Clinical Advisory Clinical Advisory on Presence of Xylazine in the Massachusetts Drug Supply April 12, 2023
Table of Contents
What is xylazine?
Xylazine, also known as “Tranq,” is a long-acting, sedating medication that is not an opioid. Xylazine is an alpha-2 agonist used as a veterinary sedative that is not approved for use in humans. On the street, it appears as a brown or white powder and is increasingly being found in combination with opioids such as fentanyl and heroin, or cocaine. Xylazine can cause unresponsiveness or decreased consciousness, low blood sugar, low blood pressure, slowed heart rate, and reduced breathing. Xylazine may also cause skin ulcerations and necrosis at injection sites or other areas of the skin.
Xylazine’s Presence in the Massachusetts Street Drug Supply
Xylazine has been detected in an increasing number of street drug samples analyzed in Massachusetts. For the most recent data on this, please visit the Massachusetts Drug Supply Data Stream (MADDS) website. Since June of 2022, xylazine has been routinely reported among opioid-overdose related deaths. As of the 2nd quarter of 2022, xylazine was present in 5% of opioid-overdose related deaths.
What are the clinical considerations/implications for providers?
Providers should consider xylazine exposure if patients remain very sedated or appear that they are not responding after administering naloxone, or when there are signs or symptoms of xylazine exposure (e.g., low blood pressure or low heart rate). Xylazine use has also been linked to skin ulcerations, including wounds at the injection site and elsewhere on the body.
Xylazine, which has not been approved by the FDA for use in humans, can cause changes to blood circulation leading to painful open lesions, necrosis, and if not treated, potentially limb loss. Practitioners must be aware of risks posed by xylazine and prepare to manage patients accordingly.
In cases of chronic xylazine exposure, providers should monitor for signs of xylazine withdrawal such as irritability, anxiety, restlessness and severe hypertension. Providers in inpatient settings may need to simultaneously treat opioid withdrawal and xylazine withdrawal with other alpha-2 agonist medications such as clonidine, tizanidine, or dexmedetomidine. Providers should be prepared to directly provide or refer patients for wound care treatment if needed.
Practitioners and field epidemiologists have reported xylazine-related complications related to all modes of administrating drugs that contain xylazine, including injecting, smoking, sniffing, and rectal administration. All routes of administration appear to have some risk. Additional research is needed to determine if some routes of administration are safer than others.
Because xylazine is often found in combination with other sedating drugs like opioids, there is an increased risk for overdose or death.
What should I do if I suspect a xylazine-related overdose?
When a patient presents with a possible xylazine exposure, provide routine care for opioid intoxication or overdose, including the administration of naloxone, as indicated. Unlike overdoses only involving opioids, patients experiencing xylazine-related overdose may not promptly respond to naloxone administration with restoration of respirations and consciousness. Supportive care and rescue breathing are indicated.

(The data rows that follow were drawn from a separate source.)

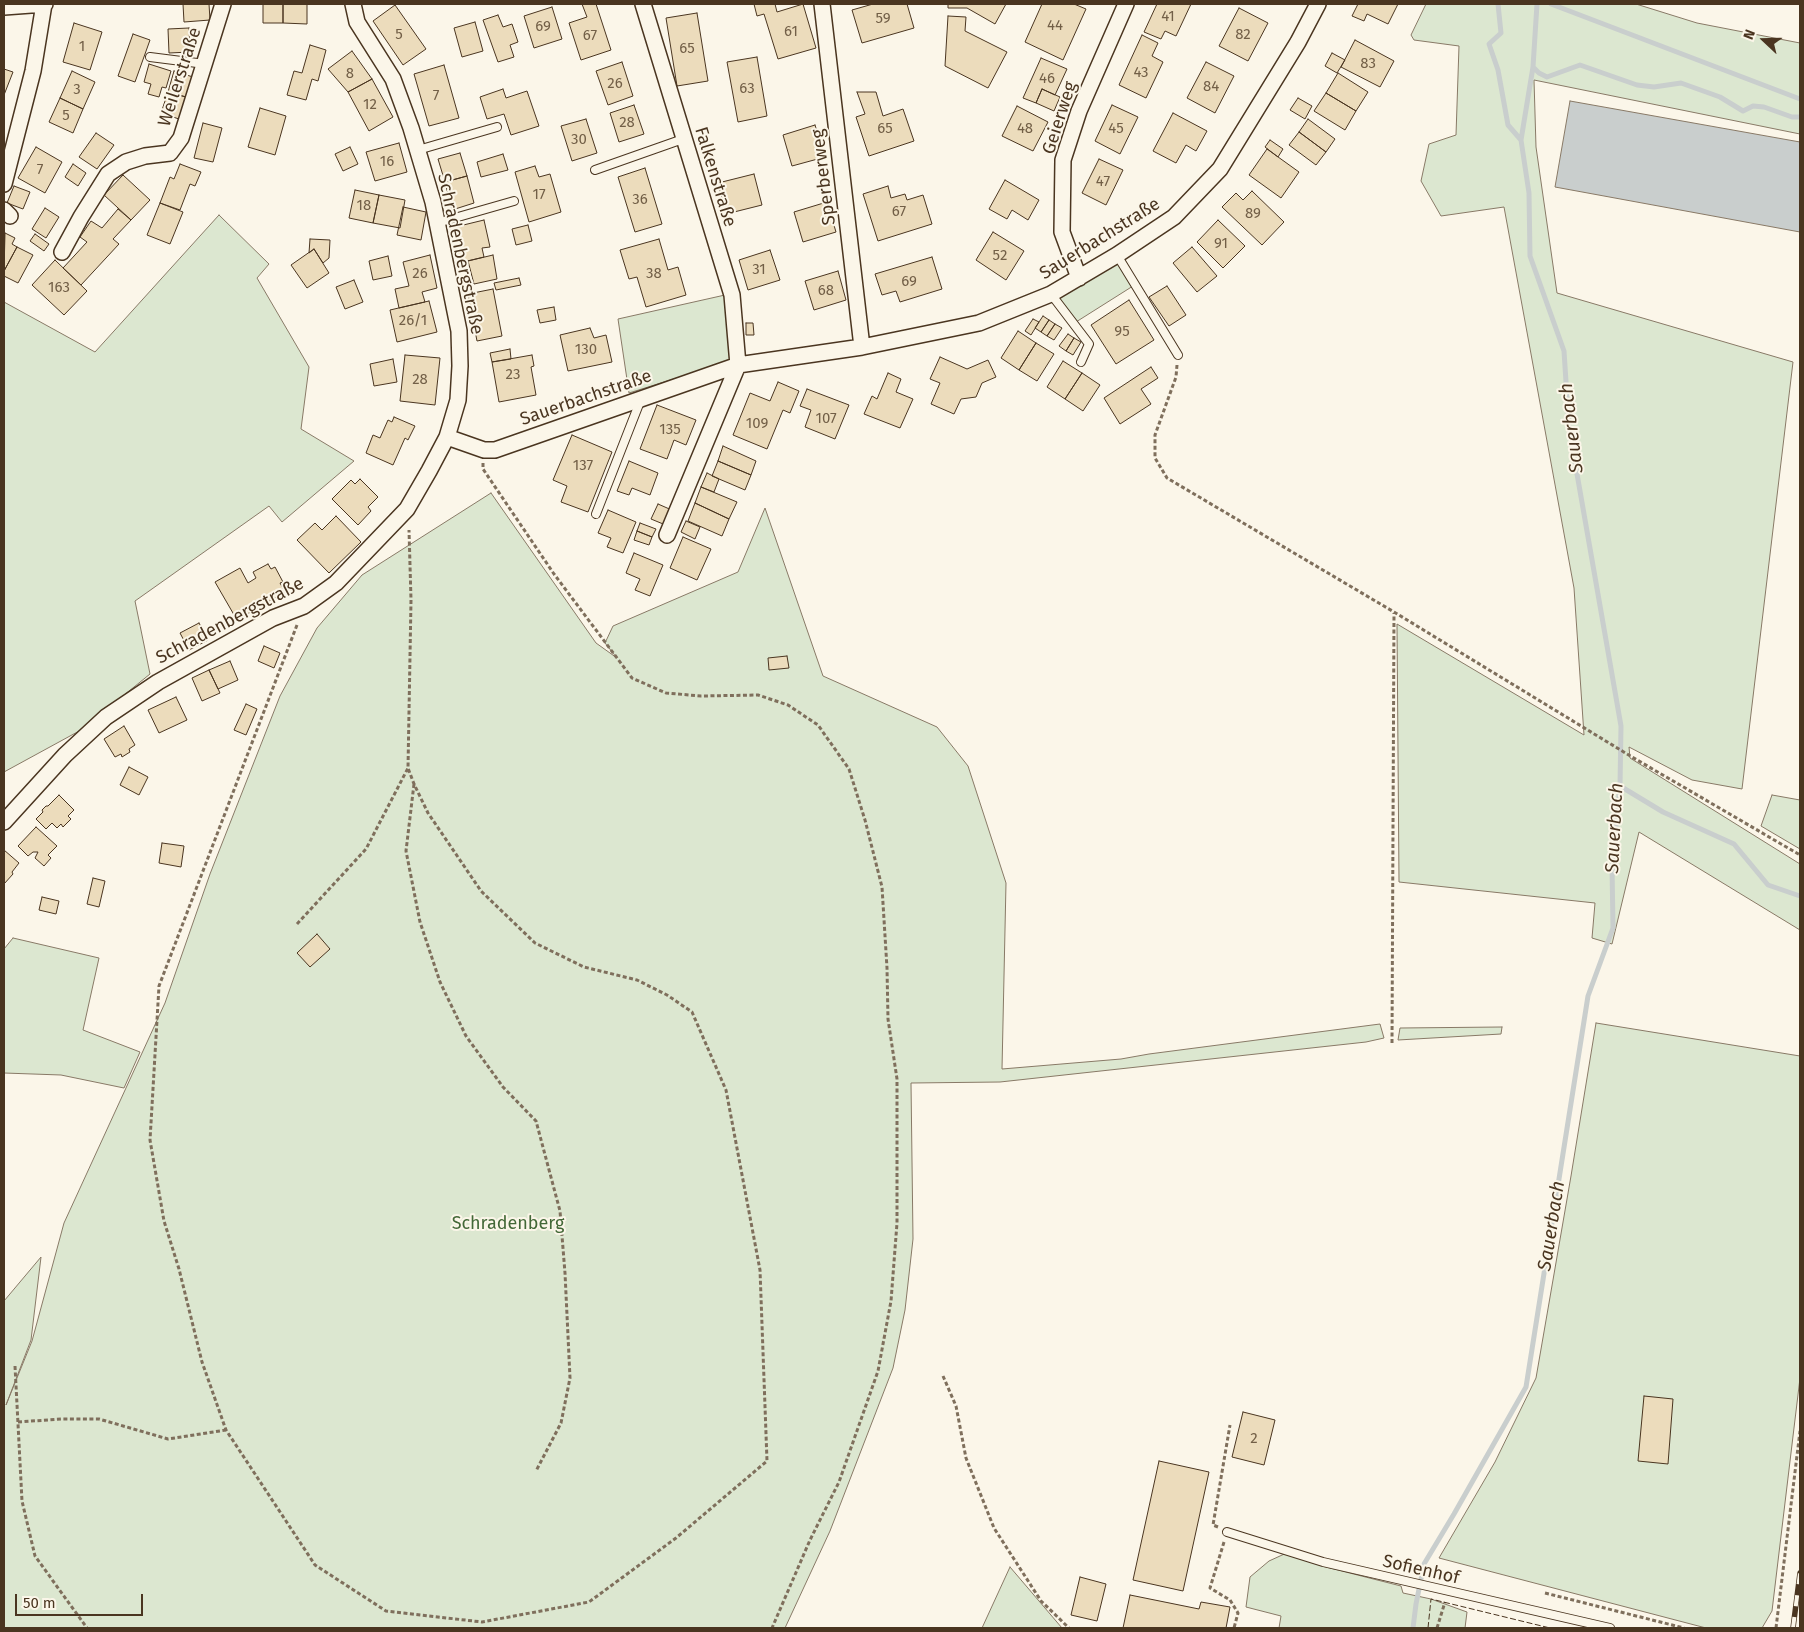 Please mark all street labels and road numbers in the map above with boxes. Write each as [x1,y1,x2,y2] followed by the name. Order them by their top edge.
[154,25,206,129] street label: Weilerstraße
[1038,79,1082,157] street label: Geierweg
[690,124,740,230] street label: Falkenstraße
[807,128,841,226] street label: Sperberweg
[432,171,488,337] street label: Schradenbergstraße
[1036,193,1164,285] street label: Sauerbachstraße
[517,365,655,431] street label: Sauerbachstraße
[152,573,308,669] street label: Schradenbergstraße
[1381,1551,1461,1589] street label: Sofienhof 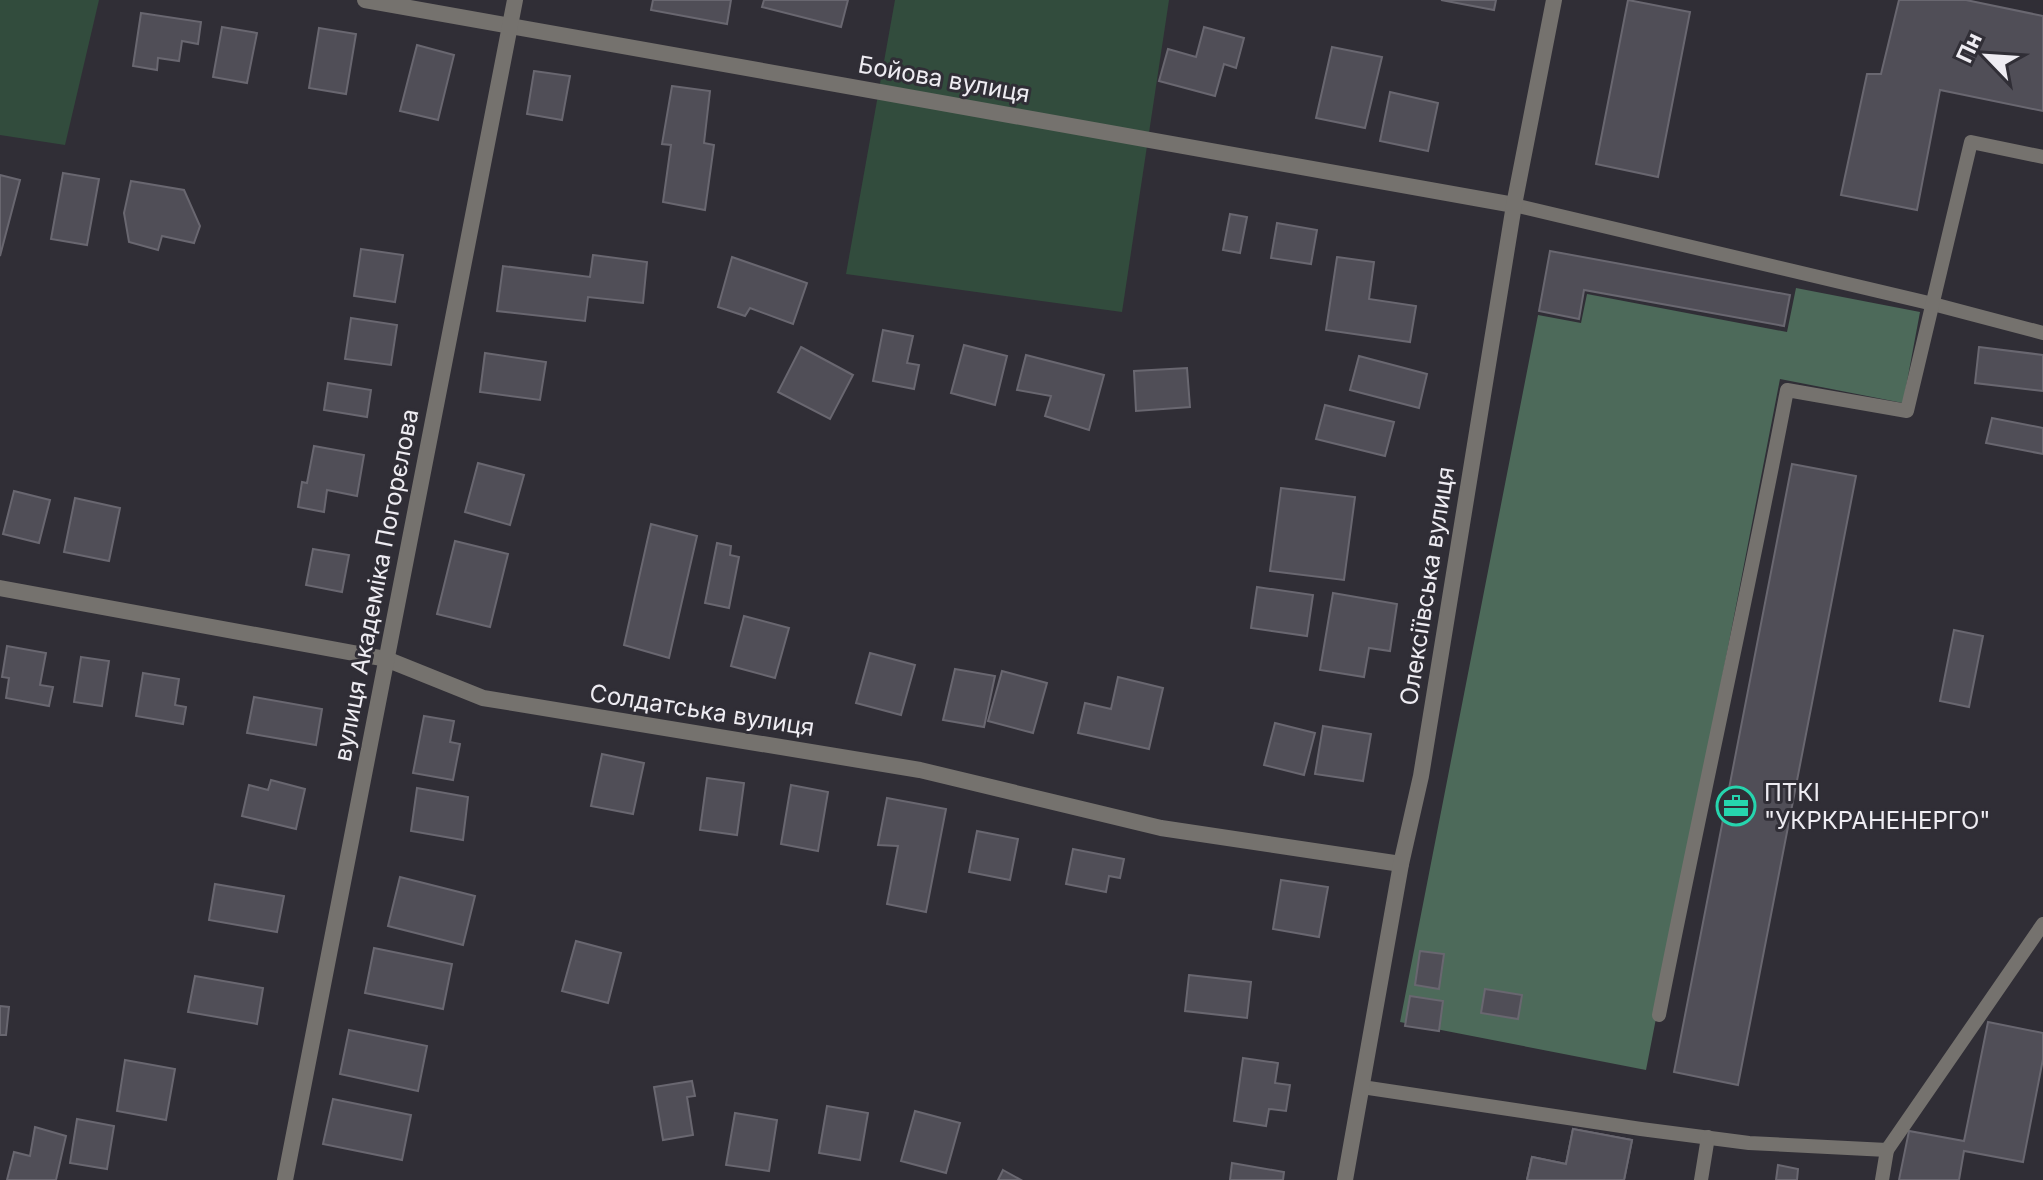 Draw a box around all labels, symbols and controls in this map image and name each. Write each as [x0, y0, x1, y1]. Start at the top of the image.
north arrow [1947, 16, 2027, 96]
text: Пн [1951, 28, 1987, 67]
street label: Бойова вулиця [856, 50, 1032, 108]
street label: вулиця Академіка Погорєлова [328, 406, 424, 764]
street label: Олексіївська вулиця [1394, 465, 1460, 707]
street label: Солдатська вулиця [588, 678, 816, 742]
place label: ПТКІ "УКРКРАНЕНЕРГО" [1764, 778, 1991, 835]
office icon: ПТКІ "УКРКРАНЕНЕРГО" [1715, 785, 1757, 827]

While naloxone will not reverse the effects of xylazine, it is still able to reverse the effects of the opioids (including fentanyl) it is mixed with and should still be administered in all suspected opioid overdoses. Providers should be aware that following naloxone administration, an individual may still have depressed consciousness from xylazine even though respirations may be restored after opioid reversal. Supportive care and monitoring are needed but additional naloxone may not be required in such situations.
Education and Training on Xylazine
The Grayken Center for Addiction Training and Technical Assistance is offering routine trainings on xylazine for providers, nurses, counselors and other non-clinical staff.